* [EXERCISE PROMPT]: In the listing below, find each line containing "position" and report it.

* [AVAILABLE DATA]:
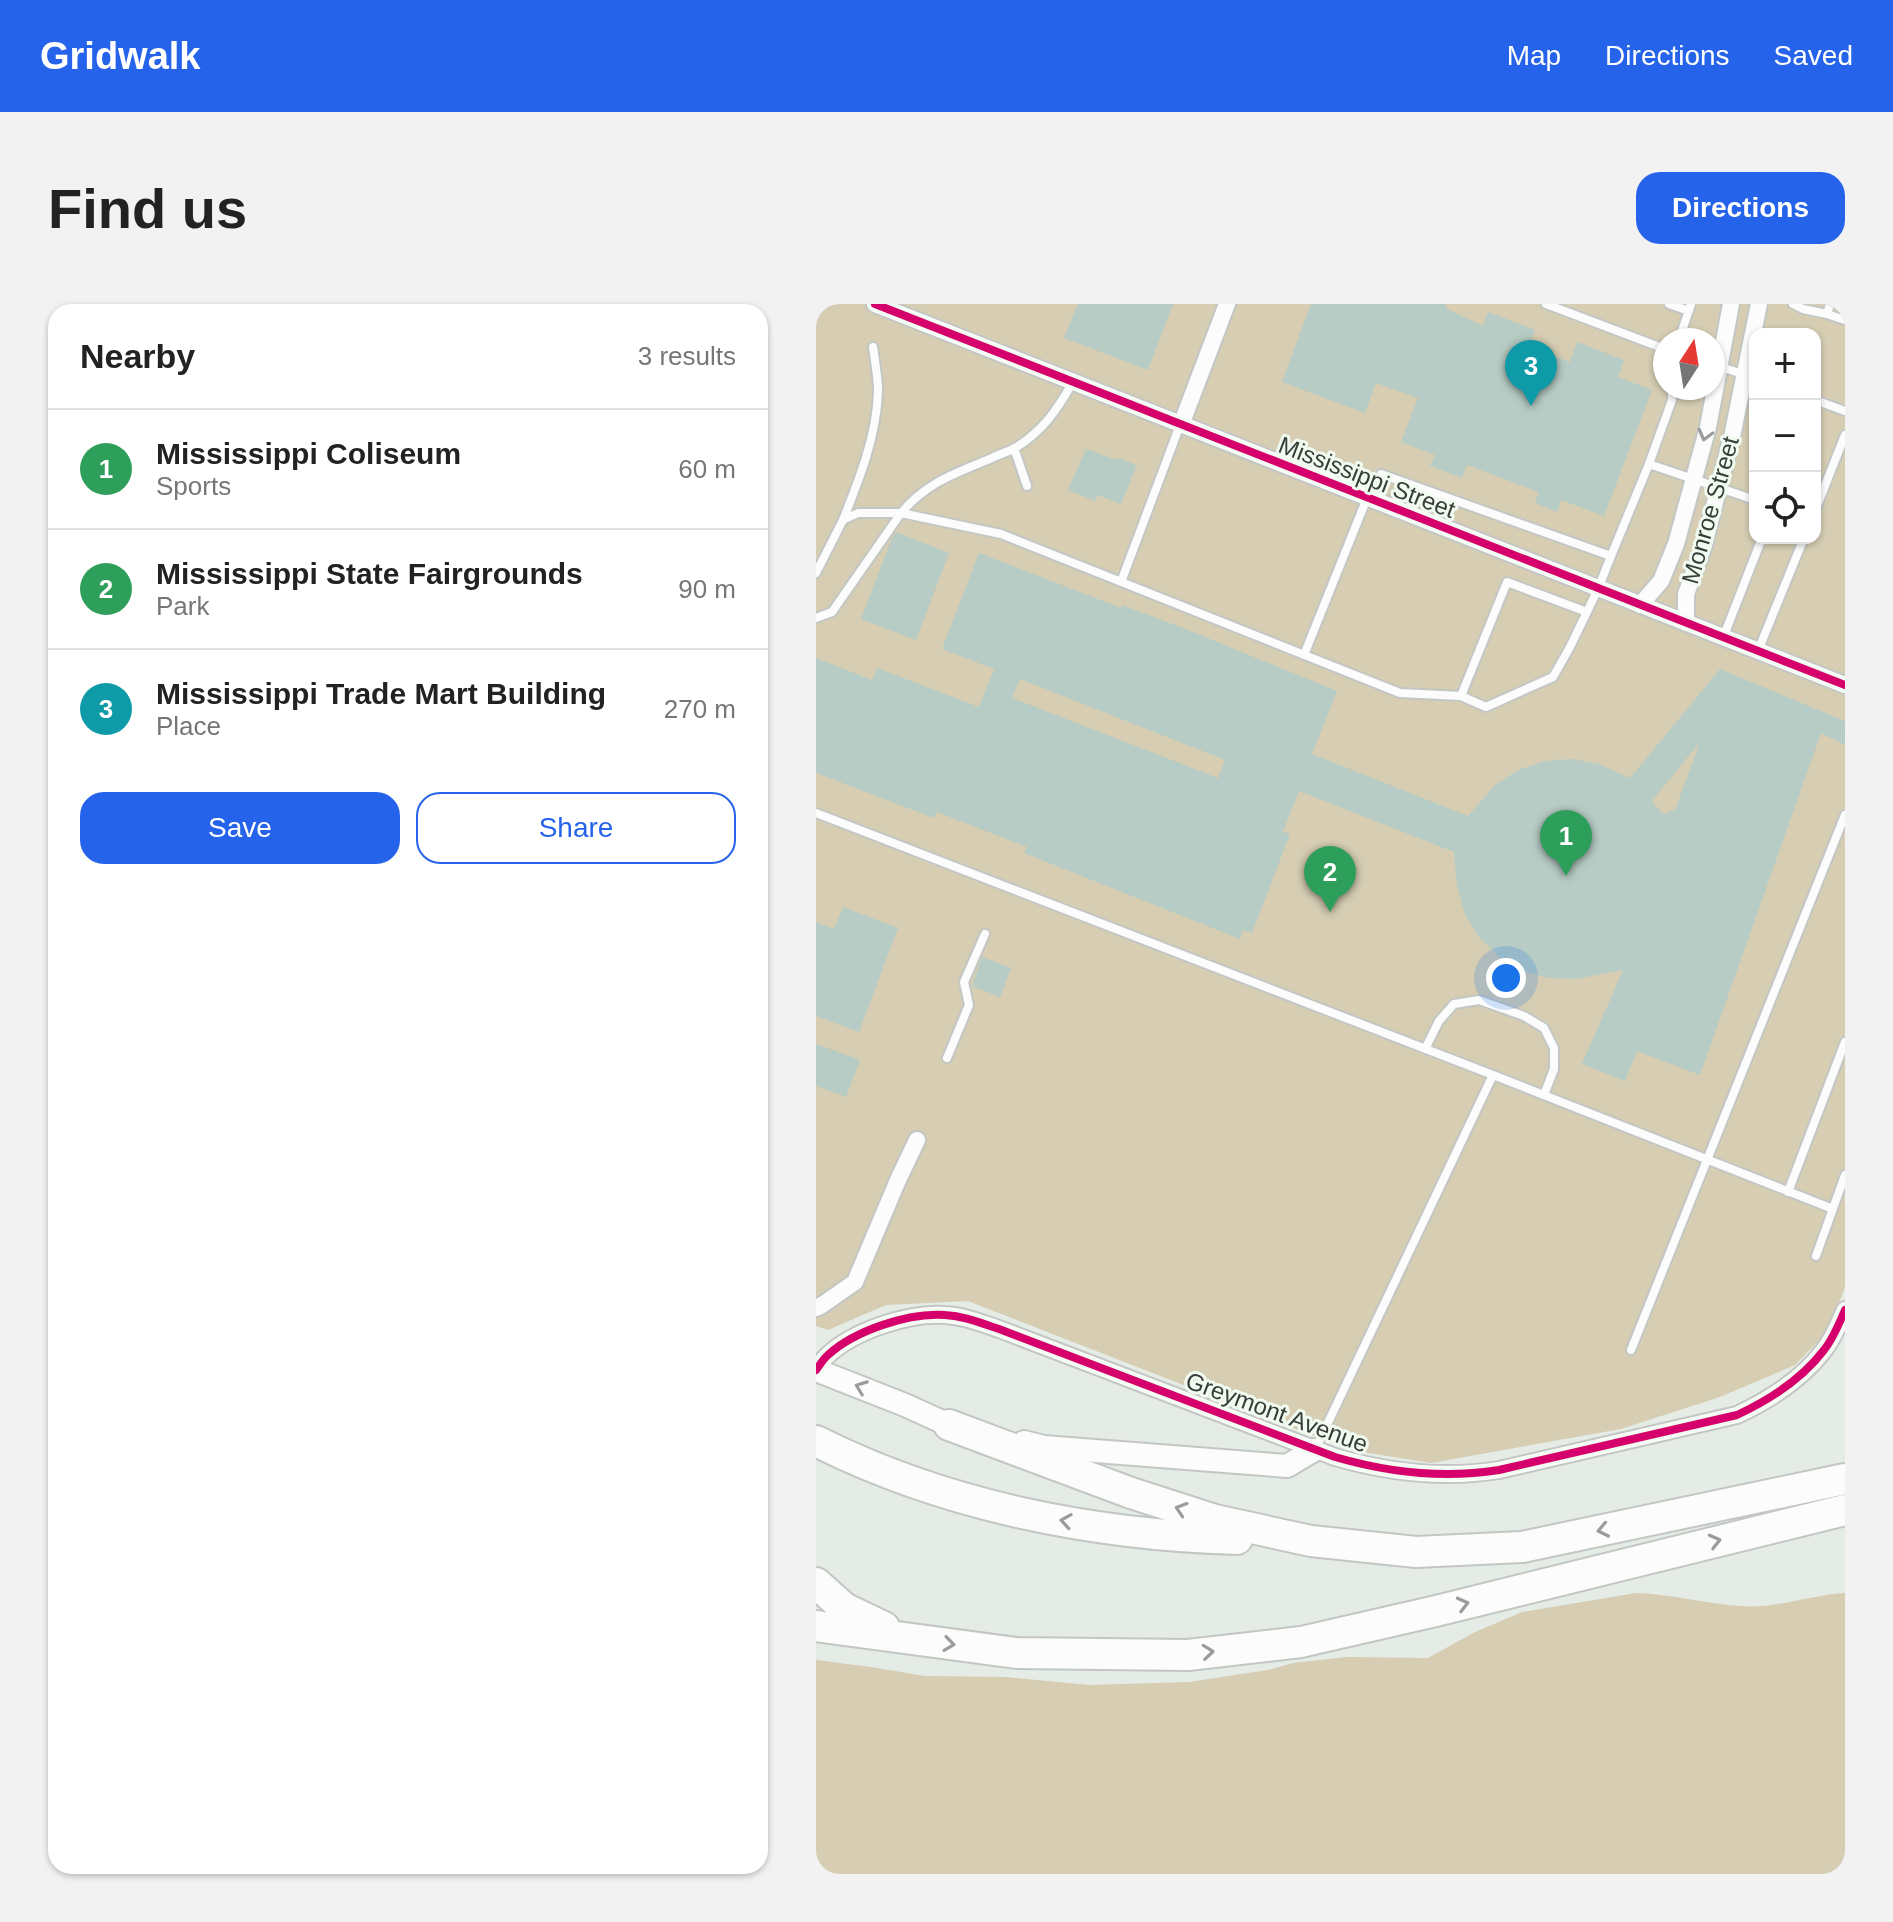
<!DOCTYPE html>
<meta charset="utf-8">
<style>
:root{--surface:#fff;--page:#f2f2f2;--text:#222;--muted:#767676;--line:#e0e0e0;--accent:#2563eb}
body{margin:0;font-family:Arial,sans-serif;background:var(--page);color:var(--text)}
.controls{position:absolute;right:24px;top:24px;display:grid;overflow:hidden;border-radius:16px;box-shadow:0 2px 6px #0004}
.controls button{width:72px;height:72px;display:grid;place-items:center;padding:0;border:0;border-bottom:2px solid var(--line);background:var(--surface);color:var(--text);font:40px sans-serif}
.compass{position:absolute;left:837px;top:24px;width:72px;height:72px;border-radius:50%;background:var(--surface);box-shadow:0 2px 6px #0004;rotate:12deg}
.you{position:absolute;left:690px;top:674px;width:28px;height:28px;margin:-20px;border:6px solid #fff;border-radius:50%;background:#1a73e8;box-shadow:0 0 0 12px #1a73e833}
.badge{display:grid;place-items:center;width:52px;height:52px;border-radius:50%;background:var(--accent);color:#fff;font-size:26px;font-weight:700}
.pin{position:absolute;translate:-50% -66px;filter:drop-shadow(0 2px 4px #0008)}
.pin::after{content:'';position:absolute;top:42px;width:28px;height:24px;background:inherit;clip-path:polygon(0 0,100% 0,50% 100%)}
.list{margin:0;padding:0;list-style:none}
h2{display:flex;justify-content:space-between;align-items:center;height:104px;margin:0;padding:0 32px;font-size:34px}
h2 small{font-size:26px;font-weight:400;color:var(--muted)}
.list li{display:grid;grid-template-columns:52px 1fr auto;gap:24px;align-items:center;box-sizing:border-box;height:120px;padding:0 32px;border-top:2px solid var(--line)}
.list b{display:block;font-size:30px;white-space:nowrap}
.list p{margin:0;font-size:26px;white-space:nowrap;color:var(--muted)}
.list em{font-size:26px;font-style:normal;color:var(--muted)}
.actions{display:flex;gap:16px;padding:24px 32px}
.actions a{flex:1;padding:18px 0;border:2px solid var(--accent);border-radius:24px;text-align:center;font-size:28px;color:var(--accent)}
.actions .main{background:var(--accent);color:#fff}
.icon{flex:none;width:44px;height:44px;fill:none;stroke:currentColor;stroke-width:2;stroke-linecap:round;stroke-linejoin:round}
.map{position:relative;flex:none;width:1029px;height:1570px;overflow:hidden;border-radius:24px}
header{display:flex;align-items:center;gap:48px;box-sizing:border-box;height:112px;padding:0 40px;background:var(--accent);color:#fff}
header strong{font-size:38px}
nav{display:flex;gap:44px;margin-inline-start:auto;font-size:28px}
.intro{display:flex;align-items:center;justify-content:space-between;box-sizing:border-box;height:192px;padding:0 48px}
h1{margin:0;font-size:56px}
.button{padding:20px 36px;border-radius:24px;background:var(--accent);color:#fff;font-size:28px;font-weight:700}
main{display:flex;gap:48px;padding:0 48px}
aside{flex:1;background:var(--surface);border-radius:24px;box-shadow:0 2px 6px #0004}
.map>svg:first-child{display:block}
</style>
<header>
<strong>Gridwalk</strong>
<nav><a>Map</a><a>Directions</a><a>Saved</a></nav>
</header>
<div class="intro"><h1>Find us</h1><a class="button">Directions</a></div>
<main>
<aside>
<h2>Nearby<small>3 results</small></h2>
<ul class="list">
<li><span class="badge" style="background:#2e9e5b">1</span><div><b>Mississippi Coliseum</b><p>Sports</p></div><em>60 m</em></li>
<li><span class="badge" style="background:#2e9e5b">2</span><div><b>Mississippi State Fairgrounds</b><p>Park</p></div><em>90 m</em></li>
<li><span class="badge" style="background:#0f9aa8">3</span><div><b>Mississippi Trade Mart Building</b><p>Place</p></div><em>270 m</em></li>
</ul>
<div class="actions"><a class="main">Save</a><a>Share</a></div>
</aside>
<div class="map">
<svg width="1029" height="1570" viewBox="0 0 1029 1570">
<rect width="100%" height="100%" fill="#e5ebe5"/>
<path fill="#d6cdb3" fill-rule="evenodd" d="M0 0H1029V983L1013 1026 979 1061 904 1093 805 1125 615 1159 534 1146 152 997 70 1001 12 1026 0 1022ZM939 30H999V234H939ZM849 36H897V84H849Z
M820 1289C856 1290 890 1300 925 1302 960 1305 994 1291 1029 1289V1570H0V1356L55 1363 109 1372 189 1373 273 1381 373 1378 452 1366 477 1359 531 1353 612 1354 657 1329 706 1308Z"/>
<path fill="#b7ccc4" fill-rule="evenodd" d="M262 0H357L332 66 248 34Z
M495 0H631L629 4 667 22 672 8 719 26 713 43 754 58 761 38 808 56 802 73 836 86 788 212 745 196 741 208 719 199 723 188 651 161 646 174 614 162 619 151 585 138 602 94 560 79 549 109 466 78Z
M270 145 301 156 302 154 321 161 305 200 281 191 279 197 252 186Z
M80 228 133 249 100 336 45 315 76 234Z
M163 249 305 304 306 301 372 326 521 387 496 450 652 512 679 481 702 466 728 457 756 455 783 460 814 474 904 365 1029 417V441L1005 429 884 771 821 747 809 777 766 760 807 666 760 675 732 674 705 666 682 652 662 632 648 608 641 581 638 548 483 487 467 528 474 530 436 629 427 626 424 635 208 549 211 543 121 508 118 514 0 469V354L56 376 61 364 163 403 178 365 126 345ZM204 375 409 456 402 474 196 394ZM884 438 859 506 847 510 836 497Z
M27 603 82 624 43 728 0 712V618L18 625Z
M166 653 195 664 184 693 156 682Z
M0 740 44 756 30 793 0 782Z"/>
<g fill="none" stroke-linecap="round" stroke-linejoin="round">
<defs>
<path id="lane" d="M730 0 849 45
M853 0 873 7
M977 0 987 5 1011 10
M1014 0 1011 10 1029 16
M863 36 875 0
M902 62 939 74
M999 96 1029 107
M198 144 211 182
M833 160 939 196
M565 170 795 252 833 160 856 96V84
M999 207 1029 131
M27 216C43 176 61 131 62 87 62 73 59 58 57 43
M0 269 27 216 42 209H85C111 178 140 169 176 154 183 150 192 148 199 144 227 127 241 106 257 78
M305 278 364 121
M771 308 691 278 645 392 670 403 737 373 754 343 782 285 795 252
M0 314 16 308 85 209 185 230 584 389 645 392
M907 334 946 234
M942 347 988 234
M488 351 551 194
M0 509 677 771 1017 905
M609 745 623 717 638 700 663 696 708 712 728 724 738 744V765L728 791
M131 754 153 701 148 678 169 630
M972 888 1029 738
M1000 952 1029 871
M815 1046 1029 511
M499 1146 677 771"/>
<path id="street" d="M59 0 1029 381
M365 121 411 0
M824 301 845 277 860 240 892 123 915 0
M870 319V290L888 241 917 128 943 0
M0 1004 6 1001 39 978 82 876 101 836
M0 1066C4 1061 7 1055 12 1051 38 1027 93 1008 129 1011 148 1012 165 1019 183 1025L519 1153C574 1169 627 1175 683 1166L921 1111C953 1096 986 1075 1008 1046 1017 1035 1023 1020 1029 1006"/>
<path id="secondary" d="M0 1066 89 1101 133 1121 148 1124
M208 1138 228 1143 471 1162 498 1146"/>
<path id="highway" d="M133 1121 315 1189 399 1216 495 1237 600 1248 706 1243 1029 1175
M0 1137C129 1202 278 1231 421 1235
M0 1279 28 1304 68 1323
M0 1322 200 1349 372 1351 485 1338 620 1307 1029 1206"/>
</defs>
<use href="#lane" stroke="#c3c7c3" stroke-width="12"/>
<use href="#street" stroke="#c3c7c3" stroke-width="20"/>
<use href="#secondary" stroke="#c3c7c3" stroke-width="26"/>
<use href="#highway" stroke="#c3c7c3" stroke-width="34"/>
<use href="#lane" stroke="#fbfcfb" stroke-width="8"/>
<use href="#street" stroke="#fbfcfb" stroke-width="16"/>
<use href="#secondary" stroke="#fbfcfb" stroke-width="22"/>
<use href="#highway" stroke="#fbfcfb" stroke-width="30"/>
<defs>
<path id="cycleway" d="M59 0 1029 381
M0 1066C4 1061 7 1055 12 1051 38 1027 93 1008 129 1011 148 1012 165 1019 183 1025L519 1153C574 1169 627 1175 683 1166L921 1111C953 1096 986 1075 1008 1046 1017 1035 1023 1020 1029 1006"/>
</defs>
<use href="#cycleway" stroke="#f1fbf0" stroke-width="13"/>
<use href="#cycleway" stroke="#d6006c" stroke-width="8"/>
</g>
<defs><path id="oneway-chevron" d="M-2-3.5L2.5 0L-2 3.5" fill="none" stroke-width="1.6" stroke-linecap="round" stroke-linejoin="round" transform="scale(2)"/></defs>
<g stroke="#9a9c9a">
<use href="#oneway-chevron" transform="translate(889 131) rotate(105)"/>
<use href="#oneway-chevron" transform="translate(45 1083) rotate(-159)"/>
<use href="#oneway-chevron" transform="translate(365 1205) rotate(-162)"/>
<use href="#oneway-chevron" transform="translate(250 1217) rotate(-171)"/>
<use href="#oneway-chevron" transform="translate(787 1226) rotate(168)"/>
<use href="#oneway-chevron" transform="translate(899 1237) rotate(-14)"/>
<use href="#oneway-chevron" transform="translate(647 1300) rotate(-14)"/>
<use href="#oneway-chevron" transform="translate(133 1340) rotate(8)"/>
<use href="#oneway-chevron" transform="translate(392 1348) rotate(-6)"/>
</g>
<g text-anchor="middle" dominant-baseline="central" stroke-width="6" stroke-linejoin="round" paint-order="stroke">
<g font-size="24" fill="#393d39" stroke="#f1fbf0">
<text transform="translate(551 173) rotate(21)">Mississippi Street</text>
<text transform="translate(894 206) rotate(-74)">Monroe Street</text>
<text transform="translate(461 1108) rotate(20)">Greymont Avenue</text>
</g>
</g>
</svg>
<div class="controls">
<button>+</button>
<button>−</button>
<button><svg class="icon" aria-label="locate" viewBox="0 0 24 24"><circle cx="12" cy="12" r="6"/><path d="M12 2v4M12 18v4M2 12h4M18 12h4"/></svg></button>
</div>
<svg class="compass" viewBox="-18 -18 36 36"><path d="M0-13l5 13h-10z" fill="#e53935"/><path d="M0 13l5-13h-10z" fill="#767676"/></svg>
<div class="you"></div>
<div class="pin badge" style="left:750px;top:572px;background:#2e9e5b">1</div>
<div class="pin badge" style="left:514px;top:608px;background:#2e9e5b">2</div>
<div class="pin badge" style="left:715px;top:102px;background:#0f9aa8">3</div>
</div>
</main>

* [EXERCISE RESPONSE]:
.controls{position:absolute;right:24px;top:24px;display:grid;overflow:hidden;border-radius:16px;box-shadow:0 2px 6px #0004}
.compass{position:absolute;left:837px;top:24px;width:72px;height:72px;border-radius:50%;background:var(--surface);box-shadow:0 2px 6px #0004;rotate:12deg}
.you{position:absolute;left:690px;top:674px;width:28px;height:28px;margin:-20px;border:6px solid #fff;border-radius:50%;background:#1a73e8;box-shadow:0 0 0 12px #1a73e833}
.pin{position:absolute;translate:-50% -66px;filter:drop-shadow(0 2px 4px #0008)}
.pin::after{content:'';position:absolute;top:42px;width:28px;height:24px;background:inherit;clip-path:polygon(0 0,100% 0,50% 100%)}
.map{position:relative;flex:none;width:1029px;height:1570px;overflow:hidden;border-radius:24px}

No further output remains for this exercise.